如何使用 char * 到 int 转换来纠正分段错误

Question

ive written the following as a program in order to convert a pointer with a sequence of integers as its adress into an integer number:

#include <math.h>
#include <stdio.h>

char *recepcao() { char *receber;
    scanf("%s", receber);
    return receber;
}
int conversao(char *string) { int i, j;
    for(i=0; string[i]!='\0'; ++i) {
        continue;
    }
    int *var;
    int contagem=0;
    for(j=0; j<i-1; ++j) {
        var[j]=(string[j]-'0');
        contagem+=var[j]*pow(10, (i-j-1));
    }

    return contagem;
}
int main() {
    printf("%i", conversao(recepcao())); return 0;
}

I've tried about a thousand times to correct all the loops, but still after recieving the scanf value the program would crash, as stated on some IDEs, and would display a "Segmentation Fault: 11" message on others. How can I fix this? what is the proper definition of that message?

Answer 1

receber is an uninitialized pointer. scanf expects a char* where the read characters will be written down. But in your case it points to some memory that you are not supposed to access. Trying to access it is undefined behavior. In your case it results in segmentation fault.

Among many some solutions would be to use char receber[MAXLEN+1] or char * receber = malloc(MAXLEN+1) . There is a case here now.
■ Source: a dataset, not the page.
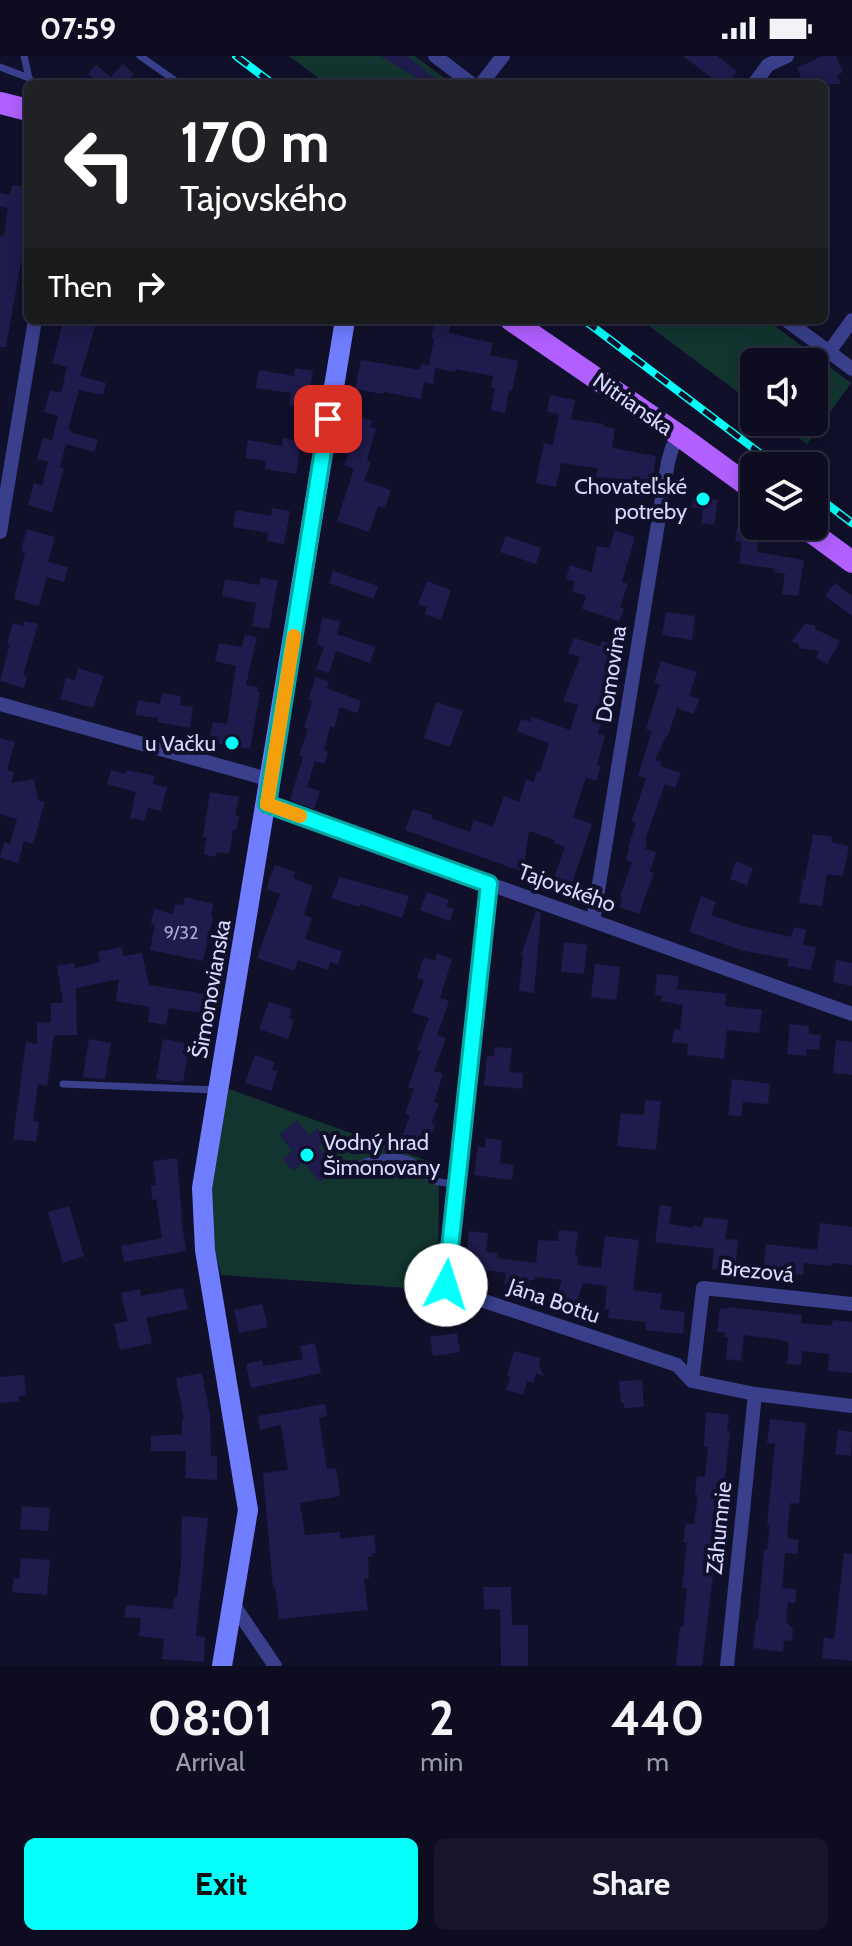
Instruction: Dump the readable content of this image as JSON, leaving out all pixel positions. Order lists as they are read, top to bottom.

The first solution will result in an array which is of automatic storage duration - long story short, when the function ends it will point to some memory that will be invalid - so you can't return it (if you use first solution).
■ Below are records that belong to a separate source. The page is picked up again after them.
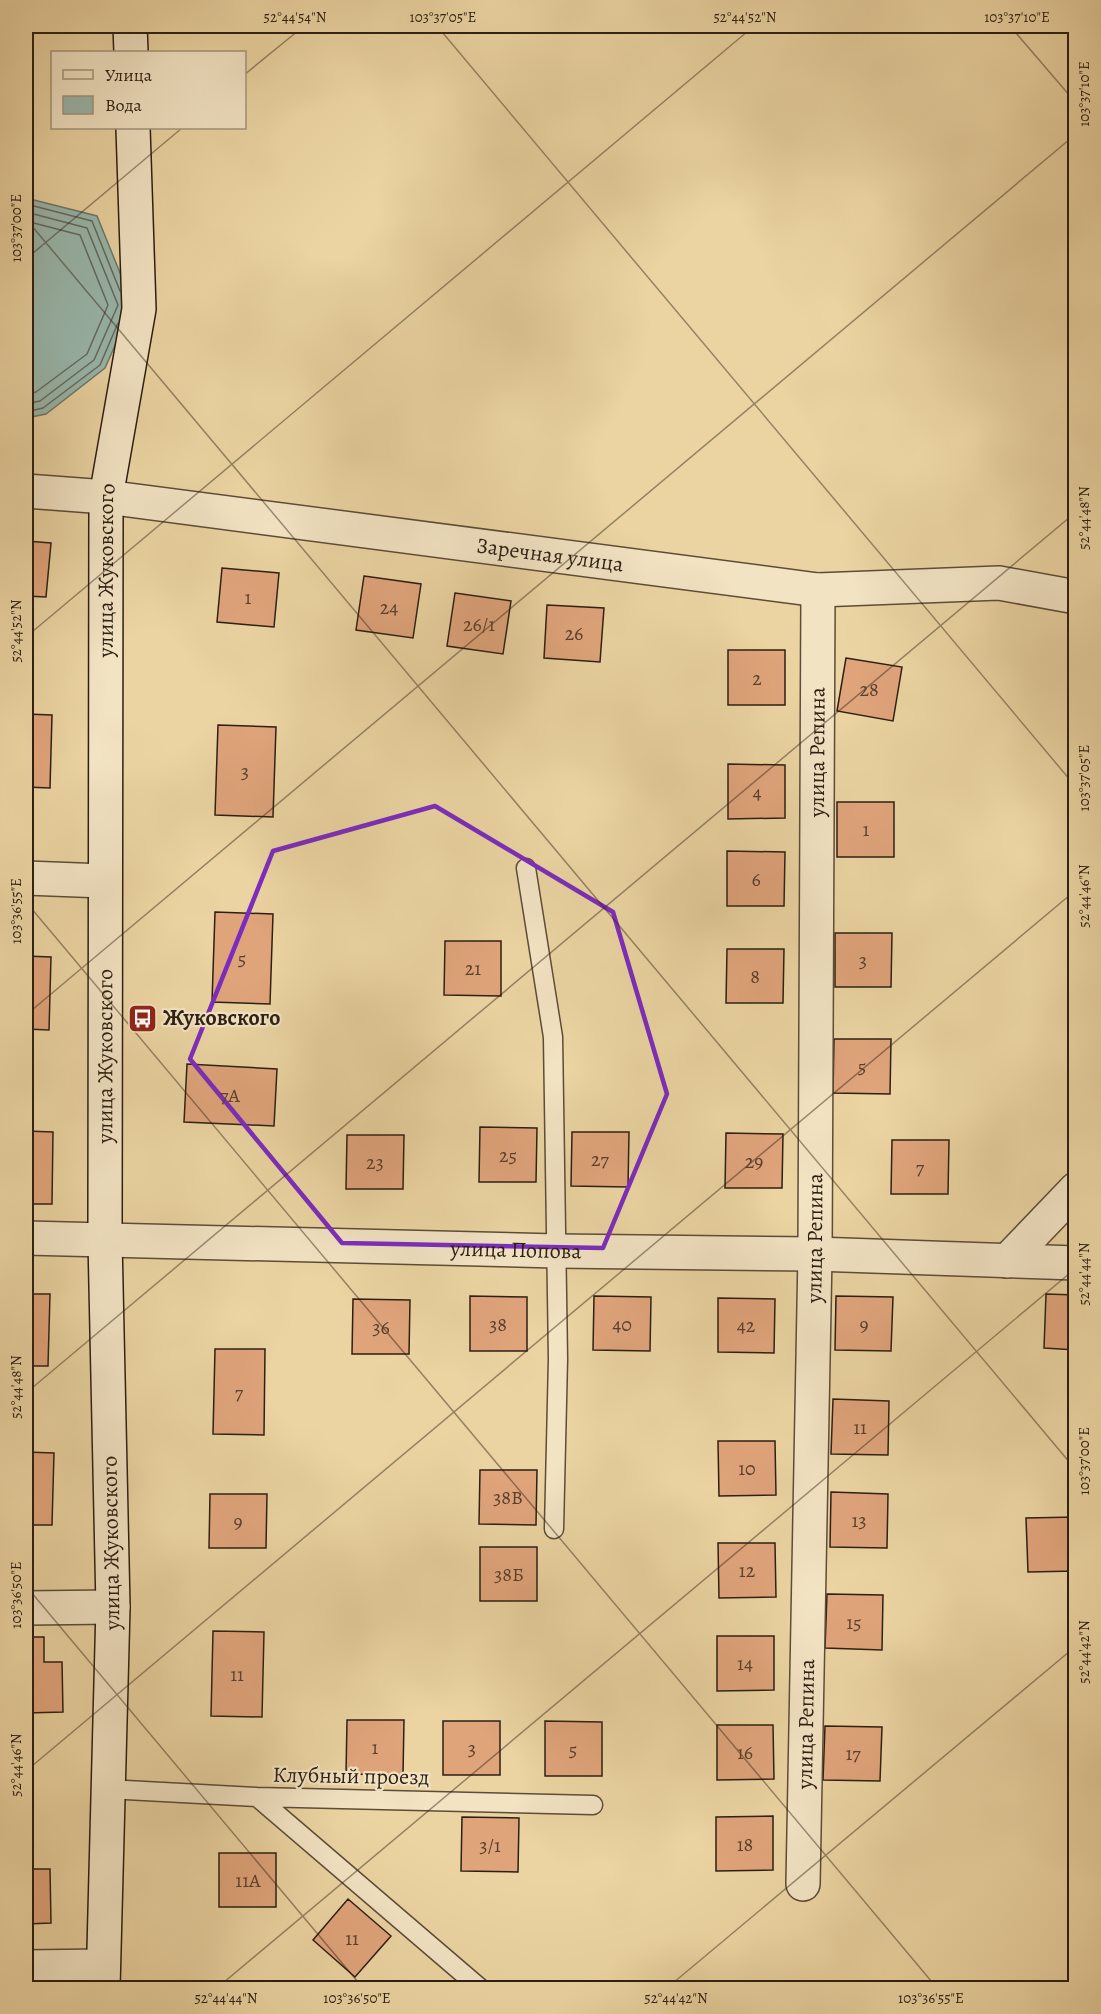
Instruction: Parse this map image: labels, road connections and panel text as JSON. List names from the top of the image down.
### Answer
{
  "streets": {
    "street": [
      "Заречная улица",
      "улица Жуковского",
      "улица Репина",
      "улица Попова"
    ],
    "lane": ["Клубный проезд"]
  },
  "crossings": [
    ["Заречная улица", "улица Жуковского"],
    ["Заречная улица", "улица Репина"],
    ["улица Жуковского", "улица Попова"],
    ["улица Жуковского", "Клубный проезд"],
    ["улица Репина", "улица Попова"]
  ],
  "places": {
    "bus stop": ["Жуковского"]
  },
  "house_numbers": [
    "1",
    "24",
    "26/1",
    "26",
    "2",
    "28",
    "3",
    "4",
    "1",
    "6",
    "5",
    "3",
    "21",
    "8",
    "5",
    "7А",
    "25",
    "27",
    "29",
    "23",
    "7",
    "38",
    "40",
    "9",
    "42",
    "36",
    "7",
    "11",
    "10",
    "38В",
    "13",
    "9",
    "12",
    "38Б",
    "15",
    "14",
    "11",
    "1",
    "3",
    "5",
    "16",
    "17",
    "18",
    "3/1",
    "11А",
    "11"
  ],
  "legend": ["Улица", "Вода"],
  "coordinates": [
    "52°44'54\"N",
    "103°37'05\"E",
    "52°44'52\"N",
    "103°37'10\"E",
    "103°37'00\"E",
    "52°44'48\"N",
    "52°44'46\"N",
    "103°36'55\"E",
    "52°44'44\"N",
    "103°36'50\"E",
    "52°44'42\"N"
  ]
}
Second solution will allocate memory dynamically which will have storage duration beyond the scope of this function. This will be the correct one to use in this case.

For var in other function you can use dynamic memory allocation or VLA support if you have one. You should allocate memory of size equal to the length of the string. Here it doesnt stop at allocation - you need to initialize it with values so that you can use it in arithmetic operation like you did. (Using it uninitialized again is undefined behavior)

For your information there is a function named strlen which gives you the length of a string (nul terminated char array) - use it here.

Also if you check the reference manual or man pages you will see pow returns double - so here in case you will face some precision issues. For calculating integral power use custom functions - it is better in case of precision and avoiding nasty precision errors.

Answer 2

You are confusing pointers with arrays. A pointer just points; declaring a pointer does not reserve memory, it just creates a pointer variable pointing to some undefined place.

Corrected program:

char *recepcao(char *receber) {
    scanf("%s", receber);
    return receber;
}
int conversao(char *string) { int i, j;
    for(i=0; string[i]!='\0'; ++i) {
        continue;
    }
    int var[100];
    int contagem=0;
    for(j=0; j<i-1; ++j) {
        var[j]=(string[j]-'0');
        contagem+=var[j]*pow(10, (i-j-1));
    }

    return contagem;
}
int main() {
    char receber[100];
    printf("%i", conversao(recepcao(receber))); return 0;
}

Update:

Arrays and pointers are used in a very similar manner in C, but they are not the same. When you declare an array, the compiler reserves the required memory:

int a[10], b[10];
a[1] = 1;  // OK
a = b;     // Error!

Element of array is variable, but array name is not . Array name is sort of label, you cannot change its value so that it pointed to another array.

Pointer is variable. When you declare a pointer, the compiler creates it with undefined contents (like any other variable).

int *p, *q;
p = q;      // OK but useless because both the pointers contain junk addresses
a[0] = *p;  // Depending on where p points you will get either junk in a[0] or memory access violation
. . . 
p = a;                 // Now you can use p as a synonym for array a declared above
if (*(p + 1) == a[1])  // Always true
if (p[2] == *(a + 2))  // Always true
. . .
b = p;   // This won't work; can't assign a new value to array name b
. . .
q = (int*)malloc(sizeof(int) * 10); // Another way of creating int array of 10 elements
q = p;  // Array created with malloc is lost because nothing points to it now

Basically, the only difference between pointers and arrays is that pointer is variable and array name is not. You can't write "a = p" exactly as you can't write "2 = i".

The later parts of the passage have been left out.